Provided data |
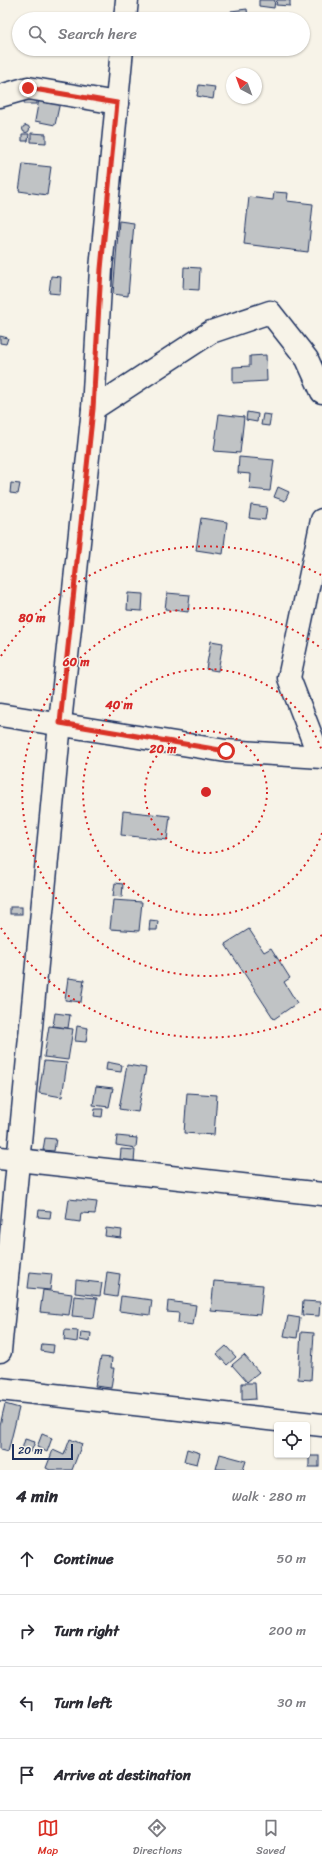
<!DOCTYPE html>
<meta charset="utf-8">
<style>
body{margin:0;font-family:Sriracha,sans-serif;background:#f2f2f3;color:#2b2b33}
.controls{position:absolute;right:12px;bottom:12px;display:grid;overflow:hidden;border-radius:4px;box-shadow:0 1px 3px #0004}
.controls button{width:36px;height:36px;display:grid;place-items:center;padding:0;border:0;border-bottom:1px solid #e1e1e2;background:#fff;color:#2b2b33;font:20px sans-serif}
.compass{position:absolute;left:226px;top:68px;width:36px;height:36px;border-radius:50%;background:#fff;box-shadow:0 1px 3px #0004;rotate:319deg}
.scale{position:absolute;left:12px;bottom:10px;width:61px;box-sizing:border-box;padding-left:4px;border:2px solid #1b2f5e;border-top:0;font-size:11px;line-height:14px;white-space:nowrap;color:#1b2f5e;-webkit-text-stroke:3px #f7f3e8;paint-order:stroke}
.stop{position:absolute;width:12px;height:12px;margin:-9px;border:3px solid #d93025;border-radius:50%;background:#fff}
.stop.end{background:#d93025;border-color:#fff;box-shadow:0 1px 4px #0008}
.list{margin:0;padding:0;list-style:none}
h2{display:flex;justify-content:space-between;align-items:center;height:52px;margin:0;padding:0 16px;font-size:17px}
h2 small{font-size:13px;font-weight:400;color:#7c7c81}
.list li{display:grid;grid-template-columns:26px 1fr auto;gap:12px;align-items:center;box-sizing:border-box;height:72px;padding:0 16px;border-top:1px solid #e1e1e2}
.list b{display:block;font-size:15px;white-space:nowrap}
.list em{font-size:13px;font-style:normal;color:#7c7c81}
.icon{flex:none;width:22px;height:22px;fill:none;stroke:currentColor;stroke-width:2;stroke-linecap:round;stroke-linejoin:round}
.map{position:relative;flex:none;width:322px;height:1470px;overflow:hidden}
.search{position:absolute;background:#fff;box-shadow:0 1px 3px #0004;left:12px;right:12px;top:12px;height:44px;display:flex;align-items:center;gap:10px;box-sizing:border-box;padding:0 14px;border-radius:22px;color:#7c7c81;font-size:15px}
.sheet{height:340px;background:#fff}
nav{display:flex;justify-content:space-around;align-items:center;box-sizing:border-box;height:56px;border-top:1px solid #e1e1e2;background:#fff;font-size:11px;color:#7c7c81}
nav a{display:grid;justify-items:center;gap:2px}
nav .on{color:#d93025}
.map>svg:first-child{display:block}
</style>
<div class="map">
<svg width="322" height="1470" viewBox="0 0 322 1470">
<rect width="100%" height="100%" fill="#f7f3e8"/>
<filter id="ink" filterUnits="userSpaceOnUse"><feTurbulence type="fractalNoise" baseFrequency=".025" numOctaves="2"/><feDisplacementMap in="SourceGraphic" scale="8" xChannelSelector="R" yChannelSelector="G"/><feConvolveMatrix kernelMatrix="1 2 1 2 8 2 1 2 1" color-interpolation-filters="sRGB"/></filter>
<g filter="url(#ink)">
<g fill="#c0c3c5" stroke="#1b2f5e">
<polygon points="259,0 275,0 274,8 259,6"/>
<polygon points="277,0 290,0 290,6 276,5"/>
<polygon points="247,9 248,18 232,19 231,11"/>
<polygon points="164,15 175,16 175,19 163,19"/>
<polygon points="172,49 185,49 184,54 172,52"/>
<polygon points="199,85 215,87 213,99 197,96"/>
<polygon points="25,95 37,95 37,104 24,104"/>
<polygon points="39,99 60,102 55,125 35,121"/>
<circle cx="26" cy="129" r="3.5"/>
<polygon points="31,133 46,134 46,143 31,142"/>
<polygon points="22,134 29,134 28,141 22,141"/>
<polygon points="23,164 51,167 47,195 19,191"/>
<polygon points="274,192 288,193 287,201 313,204 308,252 244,244 249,197 273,200"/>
<polygon points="119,221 134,223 128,296 113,294"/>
<polygon points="184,267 200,268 199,290 183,289"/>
<polygon points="51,276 61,277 60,294 49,293"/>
<polygon points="0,336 8,338 6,344 0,343"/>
<polygon points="266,355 267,381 233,383 233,367 250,366 250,356"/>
<polygon points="247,412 258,414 257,422 246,420"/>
<polygon points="219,414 244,417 240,453 214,451"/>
<polygon points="263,414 271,415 269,426 261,425"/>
<polygon points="239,457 274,460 270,491 250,489 251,474 238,473"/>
<polygon points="11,483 20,484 18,494 10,493"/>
<polygon points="278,487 289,492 285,501 274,497"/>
<polygon points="251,505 267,507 265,520 249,518"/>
<polygon points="201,518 227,522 223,554 196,550"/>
<polygon points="128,593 143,594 142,611 127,610"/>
<polygon points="167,593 190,595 188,612 165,609"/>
<polygon points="211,641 223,643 218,671 206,669"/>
<polygon points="123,811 170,816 167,840 121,835"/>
<polygon points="115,883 123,884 122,897 113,896"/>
<polygon points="113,900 142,902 139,931 110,929"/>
<rect x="10" y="907" width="12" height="7"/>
<polygon points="150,920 158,921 157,930 149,930"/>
<polygon points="249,929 264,952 271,948 290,978 284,982 297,1003 274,1019 225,944"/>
<polygon points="68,978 84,980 81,1002 65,1000"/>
<polygon points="55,1013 70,1015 68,1028 53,1026"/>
<polygon points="49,1026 73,1029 68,1060 44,1057"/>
<polygon points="77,1026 88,1028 86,1042 75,1041"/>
<polygon points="44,1061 67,1063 62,1097 39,1093"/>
<polygon points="107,1062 122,1065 121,1072 106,1070"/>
<polygon points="127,1065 146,1068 138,1112 119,1109"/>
<polygon points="96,1086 113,1088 109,1107 93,1105"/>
<polygon points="187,1093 217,1095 214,1135 184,1133"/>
<polygon points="95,1109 103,1109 102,1117 94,1116"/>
<polygon points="117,1136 137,1138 136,1148 116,1145"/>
<polygon points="45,1138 56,1139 54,1151 43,1150"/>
<polygon points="121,1149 135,1150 134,1162 120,1160"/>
<polygon points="69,1199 97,1202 95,1214 81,1213 80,1222 66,1220"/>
<polygon points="39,1210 51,1211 50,1218 38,1217"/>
<polygon points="106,1228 122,1230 121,1238 105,1236"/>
<polygon points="30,1272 52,1274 50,1290 28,1288"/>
<polygon points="107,1272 120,1274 117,1297 104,1295"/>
<polygon points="76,1280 102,1283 100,1296 75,1293"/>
<polygon points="214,1281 263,1285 260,1315 211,1311"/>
<polygon points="43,1290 72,1294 69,1315 40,1312"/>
<polygon points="74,1296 97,1298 94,1318 72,1316"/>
<polygon points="121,1296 152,1300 150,1315 119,1311"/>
<polygon points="168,1301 196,1305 193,1325 178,1323 179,1313 167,1312"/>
<polygon points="303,1301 320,1302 319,1316 302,1315"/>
<polygon points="288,1316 300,1318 297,1338 284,1336"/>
<polygon points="65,1330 78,1331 77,1342 64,1340"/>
<polygon points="81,1332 91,1333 90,1342 80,1340"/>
<polygon points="301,1332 314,1333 311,1380 298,1379"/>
<polygon points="42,1344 54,1345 53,1353 41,1351"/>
<polygon points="226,1346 236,1357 227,1365 217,1354"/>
<polygon points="244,1355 259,1372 247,1382 232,1365"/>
<polygon points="101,1357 112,1358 111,1368 114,1368 111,1388 95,1386"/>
<polygon points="242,1383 255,1383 256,1399 242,1400"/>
<polygon points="5,1404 19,1408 8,1452 0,1450 0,1425"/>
<polygon points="42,1434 52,1438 47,1452 37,1447"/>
<polygon points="25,1439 35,1442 31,1452 22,1449"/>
<polygon points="70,1439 82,1444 72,1470 50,1470 46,1468 53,1450 64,1455"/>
<polygon points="187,1449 200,1453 197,1464 184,1461"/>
<polygon points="220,1454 246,1461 243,1470 216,1469"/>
<rect x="309" y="1456" width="10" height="11"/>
</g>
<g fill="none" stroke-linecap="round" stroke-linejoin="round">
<g stroke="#1b2f5e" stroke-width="25">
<g id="minor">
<polyline points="125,19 127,0"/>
<polyline points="0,96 28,88 117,103"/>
<polyline points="93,409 211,332 270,312 307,359 322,392"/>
<polyline points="0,715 226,751 322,757"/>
<polyline points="319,756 289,678 322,520"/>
<polyline points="0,1158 322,1194"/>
<polyline points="0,1351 60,723 93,409 101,269 122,49"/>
<polyline points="0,1389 322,1425"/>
</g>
</g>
<use href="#minor" stroke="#f7f3e8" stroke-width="22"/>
</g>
</g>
<g fill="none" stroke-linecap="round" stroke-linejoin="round" filter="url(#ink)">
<polyline stroke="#d93025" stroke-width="5" points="28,88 117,103 101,269 93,409 60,723 226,751"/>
</g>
<g fill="none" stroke="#d62828" stroke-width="2" stroke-dasharray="2 4">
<circle cx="206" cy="792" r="61"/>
<path d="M322 833A123 123 0 1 1 322 751"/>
<path d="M322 935A184 184 0 1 1 322 649"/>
<path d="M321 1009A246 246 0 0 1 1 928M1 656A246 246 0 0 1 321 575"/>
</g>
<circle cx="206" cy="792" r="6" fill="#d62828" stroke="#f7f3e8" stroke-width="2"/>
<g font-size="12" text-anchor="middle" font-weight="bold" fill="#d62828" stroke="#f7f3e8" stroke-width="3" stroke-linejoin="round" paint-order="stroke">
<text x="32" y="622">80 m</text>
<text x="76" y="666">60 m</text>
<text x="119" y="709">40 m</text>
<text x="163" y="753">20 m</text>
</g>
</svg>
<div class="controls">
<button><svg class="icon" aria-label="locate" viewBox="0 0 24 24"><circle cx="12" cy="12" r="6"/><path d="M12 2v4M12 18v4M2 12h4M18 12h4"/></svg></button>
</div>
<svg class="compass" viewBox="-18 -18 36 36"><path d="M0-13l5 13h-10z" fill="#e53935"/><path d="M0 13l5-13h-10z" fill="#7c7c81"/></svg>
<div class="scale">20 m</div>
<div class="stop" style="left:226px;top:751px"></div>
<div class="stop end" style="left:28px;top:88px"></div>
<div class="search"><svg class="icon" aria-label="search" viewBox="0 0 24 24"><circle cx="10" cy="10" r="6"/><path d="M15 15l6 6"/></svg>Search here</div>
</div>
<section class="sheet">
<h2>4 min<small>Walk · 280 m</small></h2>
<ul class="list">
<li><svg class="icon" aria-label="ahead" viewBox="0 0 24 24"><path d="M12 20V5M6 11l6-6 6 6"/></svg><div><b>Continue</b></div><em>50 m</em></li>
<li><svg class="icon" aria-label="right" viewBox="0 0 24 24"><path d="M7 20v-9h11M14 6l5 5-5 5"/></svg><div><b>Turn right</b></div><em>200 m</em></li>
<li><svg class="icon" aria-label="left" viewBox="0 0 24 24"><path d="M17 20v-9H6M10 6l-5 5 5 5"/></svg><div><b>Turn left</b></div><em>30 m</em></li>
<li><svg class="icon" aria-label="arrive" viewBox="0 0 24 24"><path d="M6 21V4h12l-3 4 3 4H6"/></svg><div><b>Arrive at destination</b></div></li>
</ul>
</section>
<nav>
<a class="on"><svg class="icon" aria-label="map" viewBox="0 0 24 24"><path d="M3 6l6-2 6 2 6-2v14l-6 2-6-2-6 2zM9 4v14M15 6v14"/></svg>Map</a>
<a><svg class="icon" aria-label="directions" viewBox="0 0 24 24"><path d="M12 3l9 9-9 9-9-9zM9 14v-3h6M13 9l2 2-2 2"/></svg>Directions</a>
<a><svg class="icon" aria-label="saved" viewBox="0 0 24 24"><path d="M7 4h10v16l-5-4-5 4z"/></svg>Saved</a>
</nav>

Your objective | Look through the data and show every line containing "sheet".

Output below |
.sheet{height:340px;background:#fff}
<section class="sheet">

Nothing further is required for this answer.